Model-Based Reasoning in Science and Technology
Title | Model-Based Reasoning in Science and Technology PDF eBook |
Author | Lorenzo Magnani |
Publisher | Springer Science & Business Media |
Total Pages | 633 |
Release | 2013-08-31 |
Genre | Science |
ISBN | 364237428X |
This book contains contributions presented during the international conference on Model-Based Reasoning (MBR ́012), held on June 21-23 in Sestri Levante, Italy. Interdisciplinary researchers discuss in this volume how scientific cognition and other kinds of cognition make use of models, abduction, and explanatory reasoning in order to produce important or creative changes in theories and concepts. Some of the contributions analyzed the problem of model-based reasoning in technology and stressed the issues of scientific and technological innovation.
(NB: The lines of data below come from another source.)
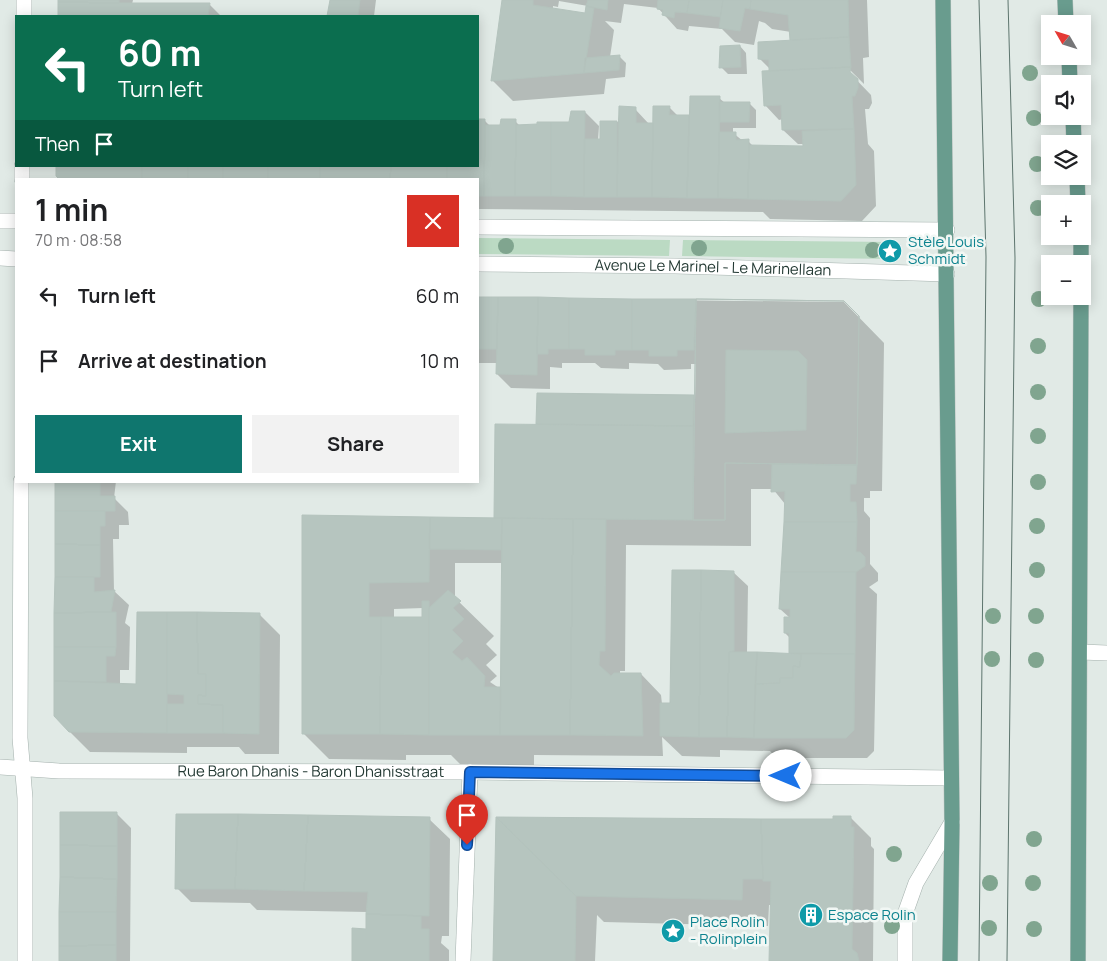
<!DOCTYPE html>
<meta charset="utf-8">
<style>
body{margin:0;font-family:Manrope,sans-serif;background:#f2f2f2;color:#202124;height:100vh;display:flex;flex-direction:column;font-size:19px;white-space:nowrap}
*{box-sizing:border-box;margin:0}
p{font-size:16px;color:#757577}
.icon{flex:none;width:28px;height:28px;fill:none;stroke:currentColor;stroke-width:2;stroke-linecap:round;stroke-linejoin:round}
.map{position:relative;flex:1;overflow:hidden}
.side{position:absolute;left:15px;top:178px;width:464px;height:305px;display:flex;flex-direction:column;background:#fff;border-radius:0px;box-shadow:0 2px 12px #0003}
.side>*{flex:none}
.guide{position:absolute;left:15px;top:15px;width:464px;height:152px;border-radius:0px;box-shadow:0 2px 12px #0003;background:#0b6e4f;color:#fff;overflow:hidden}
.needle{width:32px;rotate:309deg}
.fabs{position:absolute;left:1041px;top:15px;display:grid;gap:10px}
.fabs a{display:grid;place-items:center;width:50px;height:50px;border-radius:0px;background:#fff;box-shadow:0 2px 12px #0003;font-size:25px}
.pin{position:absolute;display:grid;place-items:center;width:42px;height:42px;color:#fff;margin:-51px -21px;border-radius:50% 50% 50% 0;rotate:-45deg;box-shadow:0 0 5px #0007}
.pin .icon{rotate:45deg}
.me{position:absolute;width:55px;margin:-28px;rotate:270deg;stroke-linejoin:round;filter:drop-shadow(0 0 4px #0008)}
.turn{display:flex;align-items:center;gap:18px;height:105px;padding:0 20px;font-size:22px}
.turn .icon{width:65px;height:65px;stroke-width:2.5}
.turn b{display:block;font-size:35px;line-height:42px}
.then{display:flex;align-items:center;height:48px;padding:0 20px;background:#0003;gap:10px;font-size:19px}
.round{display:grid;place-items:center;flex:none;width:52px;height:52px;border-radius:0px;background:#f2f2f2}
.summary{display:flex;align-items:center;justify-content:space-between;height:85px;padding:0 20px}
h1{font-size:30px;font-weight:700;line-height:38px}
.action{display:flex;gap:10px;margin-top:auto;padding:10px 20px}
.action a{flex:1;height:58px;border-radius:0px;background:#0f766e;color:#fff;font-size:20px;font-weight:700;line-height:58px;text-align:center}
.action a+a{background:#f2f2f2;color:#202124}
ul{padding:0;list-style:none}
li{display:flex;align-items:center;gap:15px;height:65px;padding:0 20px}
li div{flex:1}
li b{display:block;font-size:19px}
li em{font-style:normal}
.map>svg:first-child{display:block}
.green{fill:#bbdac3}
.shadow{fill:#0003;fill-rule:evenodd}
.building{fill:#b6c5bf;stroke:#b4c3bd;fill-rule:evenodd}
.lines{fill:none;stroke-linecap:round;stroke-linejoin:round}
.street-casing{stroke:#a4b1ad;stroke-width:16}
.primary-casing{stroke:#bdc4c2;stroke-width:16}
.street{stroke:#fff;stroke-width:15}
.primary{stroke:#699c8e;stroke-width:15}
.tram{stroke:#5d756e;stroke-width:1}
.tree{fill:#80a58f}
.route-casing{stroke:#114b97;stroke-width:12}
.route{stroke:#1a73e8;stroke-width:9}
.labels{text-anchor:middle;stroke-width:5;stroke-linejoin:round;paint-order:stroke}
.culture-label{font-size:15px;fill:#0d838f;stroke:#f1f7f4;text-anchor:start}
.street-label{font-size:15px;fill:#233933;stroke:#f1f7f4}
</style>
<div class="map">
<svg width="1107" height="961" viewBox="0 0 1107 961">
<rect width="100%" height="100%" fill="#e1eae6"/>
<path class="green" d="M478,238L670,240L669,256L478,254Z
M683,240L893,242V259L682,256Z"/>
<path class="shadow" d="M59,0H133L132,4L210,5L221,16H59Z
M331,0H376L374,16H328Z
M503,0H867L869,57L863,58L864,84L847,67L845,68L871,95L872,103L869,109H865L868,144L874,151L876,206L862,221L770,219L763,212L478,209V121H485L490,126H501L515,121L520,126L571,123L585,112L599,126L598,140H601L602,122H618L620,108L635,109L649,124H654L669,107L678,116H691L719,98L725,103H749L756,110V128H733V133L743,141H748L753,146L804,147V144H798L783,130V119L779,120L765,105L771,70L759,58L793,42L791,32L772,29L765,23L759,21L754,45L735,42L722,29L689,26L688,31L677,29L658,8L624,4L621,23L605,21L614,30L610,57L619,56L626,63L625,77L606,79L604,94L513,101L493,81ZM559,1L588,6L586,14L553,10V6L558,7Z
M740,46L746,53L747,74H728L721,67Z
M478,298L844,302L884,343L882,491H870V498H864V511L870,518V564L878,573V581L869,587L877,594L874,751L867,758H776L770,751L720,750V757L682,756L662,737L663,756L534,755V769L464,768L451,755H406V760L329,759L303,733V516L495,519L539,426L537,424L693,396L695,398L696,364H691V369L664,370L658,364L629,363V369L601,368L595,363H562V368L550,367V389L511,388L497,374V363H478ZM751,489H773L785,504L780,609L790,618L785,633L790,638V654L747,653L748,586L733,572L671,704H662L661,695L641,674H620V671H625L626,545L751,546ZM455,563H503L502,690L490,682L497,676L486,665L497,655L486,644L494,636L455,598ZM423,608V619L394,618V609Z
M56,481H116L114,498L128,512L129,525H119V539H113L114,591L129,605L125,623L130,627L129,670H120V685H137L259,614L280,635L279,754H245L239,747H187V753L90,752L69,731L55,681Z
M117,814L131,828L130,961H60Z
M497,818L835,821L851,818L871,838V846L874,849L873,961H770L772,905H769L768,926L604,922L597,915L595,961H494Z
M429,819L450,839L449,936H442L441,943L449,950V961H353L367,930L368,912L257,910L250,903L191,902L177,888Z"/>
<path class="building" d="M58,0H119V3L58,2Z
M330,0H360L358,16H327Z
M502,0H533V5L585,13L586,6L594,8L584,73L491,81Z
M588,0H608L607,10L586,6Z
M658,0H689L687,13L675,12L674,18L662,15L663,10L657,9Z
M689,0H723L720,17L687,13Z
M723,0H751L750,9L745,8L740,31L719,28Z
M751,0H848L849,37L790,40L788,15L750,9Z
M58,2L119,3H210L208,16H58Z
M849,37L851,67L769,71V60L758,59V42Z
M740,45L741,67L719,68L720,46Z
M620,55L619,70L584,73L585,58Z
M851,67L850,72L858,79V88L855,96H852L854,129L782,130L781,105L764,106L762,71Z
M690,96H720L718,198H687Z
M719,102H750L749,122H719Z
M619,106L636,107V123H653L652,197H617Z
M653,106H670L669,115H689L687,198L652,197Z
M571,111H585L584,197L551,196V122H569Z
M478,119H485L484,196H478V179H447V166H478Z
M501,119H516L515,196H484L485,125H500Z
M600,121H617V197H584V139H600Z
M537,122H551V196H515L516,125L537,124Z
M854,129L856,185L841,201L748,199L749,145L803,146L802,131Z
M719,132H736V140L749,139L748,199L718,198Z
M56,166H142V179H59L56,176Z
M142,166H188V179H142Z
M188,166H223V179H188Z
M223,166H268V179H223Z
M268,166H320V179H268Z
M320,166H391L390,179H320Z
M391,166H447V179H390Z
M478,297H498L497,349H478Z
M498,297H538L537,375L496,374Z
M538,297L569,298V349H548V354H537Z
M569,298L632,299V350H615V355H585V349H569Z
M632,299H696L694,350H677V356H649V350H632Z
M696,299L844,301L859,316L857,465L725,463V520H693ZM726,350L798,351L807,360L806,430L725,433Z
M696,299L844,301L859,316L857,465L725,463V520H693Z
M537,393L694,395L693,426L536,424Z
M495,424L693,426V520L494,518Z
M772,464L857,465L856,484H850V502H856L857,522H784L785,491L771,492Z
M55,481H100V496H115V511H55Z
M55,511H105V526H100V545L55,544Z
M302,515L430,517L429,582L369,583V617H381L380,734H302Z
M430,517L502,518L501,550L429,549Z
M502,518L573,519L570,735H500Z
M573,519H606L605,651H600L599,665L611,676L614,673H641L643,736L570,735Z
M784,522H857L856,552H860L865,557V566L856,572H781Z
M55,544L100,545V577H55Z
M672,570H701L699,737L660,736V703H670Z
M701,570L734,571V651L729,652L727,737H699Z
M781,572H856L855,654L789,653V633H784V617H790V609H779Z
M55,577H94V592L115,590L111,612L54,613Z
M448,590L461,601L453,608L464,619L452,630L463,641L452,652L462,661L467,657L485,676L484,687H501L500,735H429V608Z
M422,601H429V735L380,734L381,617H422Z
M116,612V647H54V613Z
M137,612H167V733L69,732L54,716V681L136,684Z
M167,612H197L198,674H206V696L198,695V704L223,705V733H167V704H184V695L167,694Z
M197,612L260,613L259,734L223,733V705L198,704V695L206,696V674H198Z
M54,647H116L115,656H106V682L54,681Z
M729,652H757L754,738L727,737Z
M757,652L801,654L800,667L793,666V678H780V683L755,684Z
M801,654H855L854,730L846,738H754L755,684L780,683V678H793V666L800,667Z
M60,812H117V846L60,845Z
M176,814H238L235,889H175Z
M238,814L308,815L304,891L235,889Z
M308,815L430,817L429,916L366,914L368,892L304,891Z
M833,816H851V827H854L852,949L857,953L859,961H769L771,881H763L761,819H833Z
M496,817L576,896L575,961H493Z
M496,817L761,819L763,879H743L742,900L576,896Z
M60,845L117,846V879L60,877Z
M60,877L117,879L116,912H59Z
M59,912H116V945L59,946Z
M366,914L421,916V929H429V961H352V928L366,929Z
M116,945V961H59V946Z"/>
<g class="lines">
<g class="street-casing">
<g id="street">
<path d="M24,16V0"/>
<path d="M22,179V166"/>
<path d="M0,221H16"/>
<path d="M478,227L947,230"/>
<path d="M0,258L16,259"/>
<path id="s1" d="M478,264L675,266L947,274"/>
<path d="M21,481L20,738L25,798V961"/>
<path d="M1081,652L1107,653"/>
<path id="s2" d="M0,767L59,771L470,772L951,778"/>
<path d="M463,961L470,772"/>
<path d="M905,961V914L916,883L952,822"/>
</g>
</g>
<g class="primary-casing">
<path id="primary" d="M943,0L952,822L950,961
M1065,0L1066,24
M1069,56L1070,84
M1073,116L1074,144
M1077,176L1078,204
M1081,236V264
M1078,961L1081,296"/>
</g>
<use href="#street" class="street"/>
<use href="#primary" class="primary"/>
<path class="tram" d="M979,0L986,257L979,961
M1007,961L1015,258L1008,0"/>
</g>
<g class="tree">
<circle cx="1030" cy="73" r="8"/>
<circle cx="1034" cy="118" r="8"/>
<circle cx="1037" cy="164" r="8"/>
<circle cx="1038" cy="208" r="8"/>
<circle cx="506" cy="246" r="8"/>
<circle cx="699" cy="248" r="8"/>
<circle cx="873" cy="250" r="8"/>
<circle cx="1039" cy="299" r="8"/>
<circle cx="1038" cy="346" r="8"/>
<circle cx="1038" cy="392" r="8"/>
<circle cx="1038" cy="436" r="8"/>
<circle cx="1038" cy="482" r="8"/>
<circle cx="1037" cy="526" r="8"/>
<circle cx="1037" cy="570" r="8"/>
<circle cx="993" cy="616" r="8"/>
<circle cx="1036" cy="616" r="8"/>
<circle cx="992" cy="659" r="8"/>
<circle cx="1036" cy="660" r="8"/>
<circle cx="1034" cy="839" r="8"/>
<circle cx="894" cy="854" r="8"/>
<circle cx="990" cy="883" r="8"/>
<circle cx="1033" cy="883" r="8"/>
<circle cx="892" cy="926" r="8"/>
<circle cx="989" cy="928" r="8"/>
<circle cx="1034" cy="929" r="8"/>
</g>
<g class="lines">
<g class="route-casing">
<path id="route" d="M467,845L470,772L786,776"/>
</g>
<use href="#route" class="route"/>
</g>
<defs>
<g id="sight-disc" transform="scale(1.25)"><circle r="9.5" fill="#0f9aa8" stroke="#f1f7f4"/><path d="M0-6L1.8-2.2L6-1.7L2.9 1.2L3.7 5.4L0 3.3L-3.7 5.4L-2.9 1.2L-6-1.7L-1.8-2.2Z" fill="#fff"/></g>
<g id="building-disc" transform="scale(1.25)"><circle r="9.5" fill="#0f9aa8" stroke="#f1f7f4"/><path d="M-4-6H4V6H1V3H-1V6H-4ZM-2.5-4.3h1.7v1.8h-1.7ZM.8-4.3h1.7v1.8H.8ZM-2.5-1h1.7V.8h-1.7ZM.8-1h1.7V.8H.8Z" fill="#fff"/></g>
</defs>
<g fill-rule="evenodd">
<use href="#sight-disc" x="890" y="251"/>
<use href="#building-disc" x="811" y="915"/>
<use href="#sight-disc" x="673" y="931"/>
</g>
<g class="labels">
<g class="culture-label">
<text x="908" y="247">Stèle Louis<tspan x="908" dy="17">Schmidt</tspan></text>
<text x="828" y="920">Espace Rolin</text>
<text x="690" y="927">Place Rolin<tspan x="690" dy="17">- Rolinplein</tspan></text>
</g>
<g class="street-label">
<text dy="5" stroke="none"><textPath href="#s1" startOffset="235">Avenue Le Marinel - Le Marinellaan</textPath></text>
<text dy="5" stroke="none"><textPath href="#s2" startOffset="311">Rue Baron Dhanis - Baron Dhanisstraat</textPath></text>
</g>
</g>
</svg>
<div class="fabs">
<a><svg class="needle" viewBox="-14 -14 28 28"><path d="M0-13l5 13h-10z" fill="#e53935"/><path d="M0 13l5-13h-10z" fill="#757577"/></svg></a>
<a><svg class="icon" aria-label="sound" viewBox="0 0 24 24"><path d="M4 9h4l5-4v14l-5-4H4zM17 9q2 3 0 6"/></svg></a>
<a><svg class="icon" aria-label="layers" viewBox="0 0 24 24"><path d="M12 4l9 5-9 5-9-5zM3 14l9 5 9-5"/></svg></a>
<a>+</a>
<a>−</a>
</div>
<div class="pin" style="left:467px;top:845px;background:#d93025"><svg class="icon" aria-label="arrive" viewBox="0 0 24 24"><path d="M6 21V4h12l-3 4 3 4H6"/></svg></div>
<svg class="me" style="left:786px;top:776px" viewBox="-20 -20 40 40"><circle r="19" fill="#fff"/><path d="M0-13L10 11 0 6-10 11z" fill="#1a73e8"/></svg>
<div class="guide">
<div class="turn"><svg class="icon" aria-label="left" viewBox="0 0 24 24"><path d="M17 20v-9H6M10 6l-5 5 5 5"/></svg><div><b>60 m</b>Turn left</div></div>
<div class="then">Then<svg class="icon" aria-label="arrive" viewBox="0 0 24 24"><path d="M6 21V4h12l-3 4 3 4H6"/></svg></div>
</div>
<section class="side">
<div class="summary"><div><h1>1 min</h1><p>70 m · 08:58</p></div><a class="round" style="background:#d93025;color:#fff"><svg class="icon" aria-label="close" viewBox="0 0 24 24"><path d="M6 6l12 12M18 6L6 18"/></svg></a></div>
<ul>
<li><svg class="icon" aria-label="left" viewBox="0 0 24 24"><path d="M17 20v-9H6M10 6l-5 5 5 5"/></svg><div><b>Turn left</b></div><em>60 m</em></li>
<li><svg class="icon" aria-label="arrive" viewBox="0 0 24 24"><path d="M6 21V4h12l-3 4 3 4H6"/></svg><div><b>Arrive at destination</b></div><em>10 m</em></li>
</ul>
<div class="action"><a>Exit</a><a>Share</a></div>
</section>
</div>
The book is divided in three main parts: models, mental models, representations; abduction, problem solving and practical reasoning; historical, epistemological and technological issues. The volume is based on the papers that were presented at the international
Abductive Cognition
Title | Abductive Cognition PDF eBook |
Author | Lorenzo Magnani |
Publisher | Springer Science & Business Media |
Total Pages | 549 |
Release | 2009-10-13 |
Genre | Computers |
ISBN | 3642036317 |
This volume explores abductive cognition, an important but, at least until the third quarter of the last century, neglected topic in cognition. It aims at increasing knowledge about creative and expert inferences.